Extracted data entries
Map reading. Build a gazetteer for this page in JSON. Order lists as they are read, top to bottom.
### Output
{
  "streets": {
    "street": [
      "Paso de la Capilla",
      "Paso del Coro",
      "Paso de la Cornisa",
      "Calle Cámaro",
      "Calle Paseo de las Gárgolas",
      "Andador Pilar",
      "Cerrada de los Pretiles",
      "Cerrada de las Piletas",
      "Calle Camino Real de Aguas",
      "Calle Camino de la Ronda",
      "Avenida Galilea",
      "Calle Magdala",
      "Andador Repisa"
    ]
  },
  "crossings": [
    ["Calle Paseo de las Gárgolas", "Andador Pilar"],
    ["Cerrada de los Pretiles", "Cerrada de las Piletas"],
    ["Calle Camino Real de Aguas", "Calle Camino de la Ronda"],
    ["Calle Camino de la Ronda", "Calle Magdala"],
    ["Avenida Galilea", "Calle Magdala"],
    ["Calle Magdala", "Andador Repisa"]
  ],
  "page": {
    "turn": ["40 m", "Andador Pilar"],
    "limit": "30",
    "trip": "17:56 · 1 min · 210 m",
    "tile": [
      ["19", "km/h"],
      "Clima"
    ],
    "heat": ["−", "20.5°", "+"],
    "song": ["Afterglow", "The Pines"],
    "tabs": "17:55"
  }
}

* * *

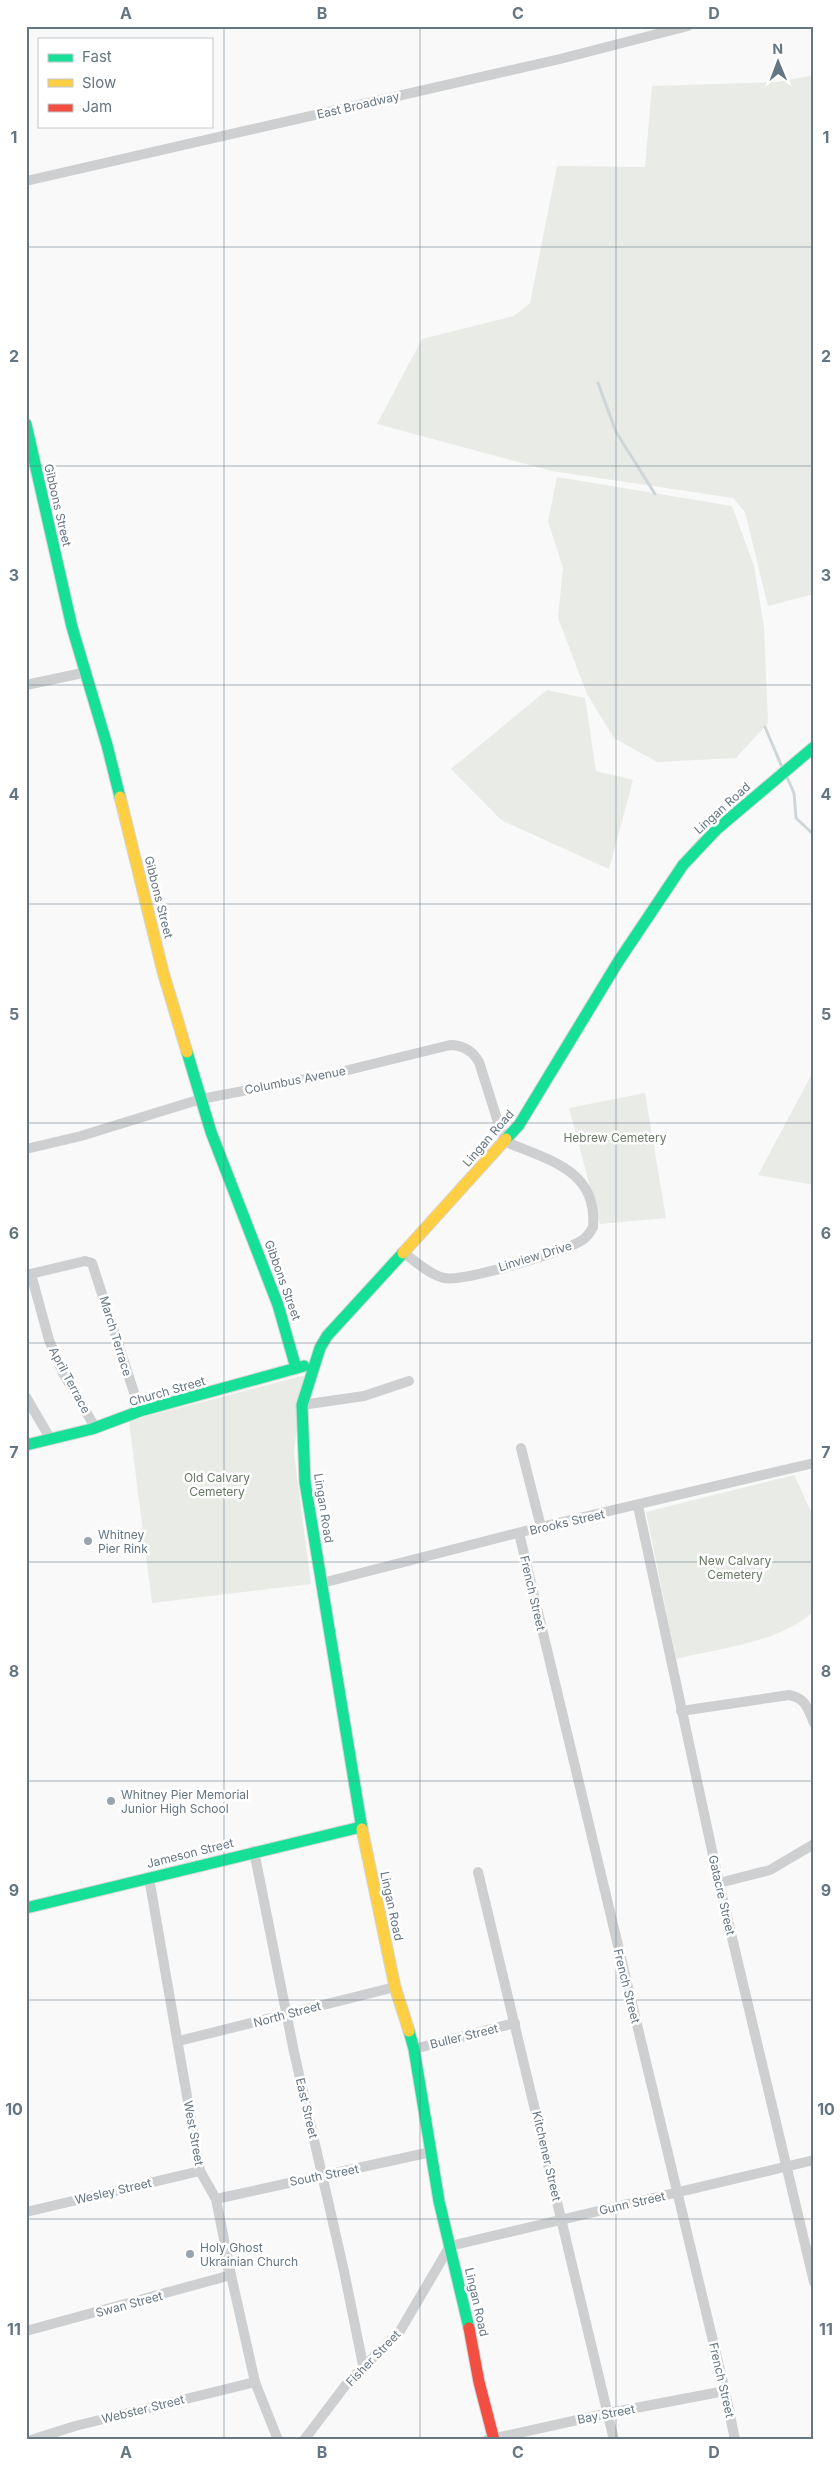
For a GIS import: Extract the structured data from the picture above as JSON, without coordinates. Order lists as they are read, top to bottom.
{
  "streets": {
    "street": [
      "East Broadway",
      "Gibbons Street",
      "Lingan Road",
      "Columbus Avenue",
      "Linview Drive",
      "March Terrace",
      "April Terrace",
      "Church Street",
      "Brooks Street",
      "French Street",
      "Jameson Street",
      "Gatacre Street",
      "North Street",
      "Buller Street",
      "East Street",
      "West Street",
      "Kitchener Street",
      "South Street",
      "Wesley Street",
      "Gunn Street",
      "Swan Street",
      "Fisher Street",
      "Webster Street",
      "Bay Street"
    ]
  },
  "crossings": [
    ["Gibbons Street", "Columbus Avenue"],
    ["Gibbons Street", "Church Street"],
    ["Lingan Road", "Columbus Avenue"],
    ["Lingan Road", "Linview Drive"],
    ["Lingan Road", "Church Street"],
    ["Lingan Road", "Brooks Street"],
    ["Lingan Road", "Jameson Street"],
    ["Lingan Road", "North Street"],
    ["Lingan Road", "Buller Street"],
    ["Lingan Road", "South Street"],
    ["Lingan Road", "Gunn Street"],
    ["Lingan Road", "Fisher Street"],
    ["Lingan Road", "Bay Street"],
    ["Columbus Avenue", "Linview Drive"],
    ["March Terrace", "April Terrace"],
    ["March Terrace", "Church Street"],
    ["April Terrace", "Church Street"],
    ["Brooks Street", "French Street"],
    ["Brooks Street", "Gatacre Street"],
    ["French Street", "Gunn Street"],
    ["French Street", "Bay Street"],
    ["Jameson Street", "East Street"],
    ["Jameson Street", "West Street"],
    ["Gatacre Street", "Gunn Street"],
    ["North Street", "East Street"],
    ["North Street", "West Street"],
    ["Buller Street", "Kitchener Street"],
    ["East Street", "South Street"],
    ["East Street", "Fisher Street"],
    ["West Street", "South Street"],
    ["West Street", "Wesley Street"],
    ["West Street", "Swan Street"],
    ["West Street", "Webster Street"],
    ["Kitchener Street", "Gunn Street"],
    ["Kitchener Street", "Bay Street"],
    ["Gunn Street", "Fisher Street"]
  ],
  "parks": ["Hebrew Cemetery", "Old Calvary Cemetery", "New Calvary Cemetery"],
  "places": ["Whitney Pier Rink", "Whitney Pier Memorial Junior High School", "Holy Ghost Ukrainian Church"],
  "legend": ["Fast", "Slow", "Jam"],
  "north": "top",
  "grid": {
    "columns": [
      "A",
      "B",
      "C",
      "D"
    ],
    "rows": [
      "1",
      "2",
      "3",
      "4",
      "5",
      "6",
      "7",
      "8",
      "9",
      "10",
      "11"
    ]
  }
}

_Problem requirements_
List every line above that holds the word "they".

_Task output_
Map reading. Build a gazetteer for this page in JSON. Order lists as they are read, top to bottom.
For a GIS import: Extract the structured data from the picture above as JSON, without coordinates. Order lists as they are read, top to bottom.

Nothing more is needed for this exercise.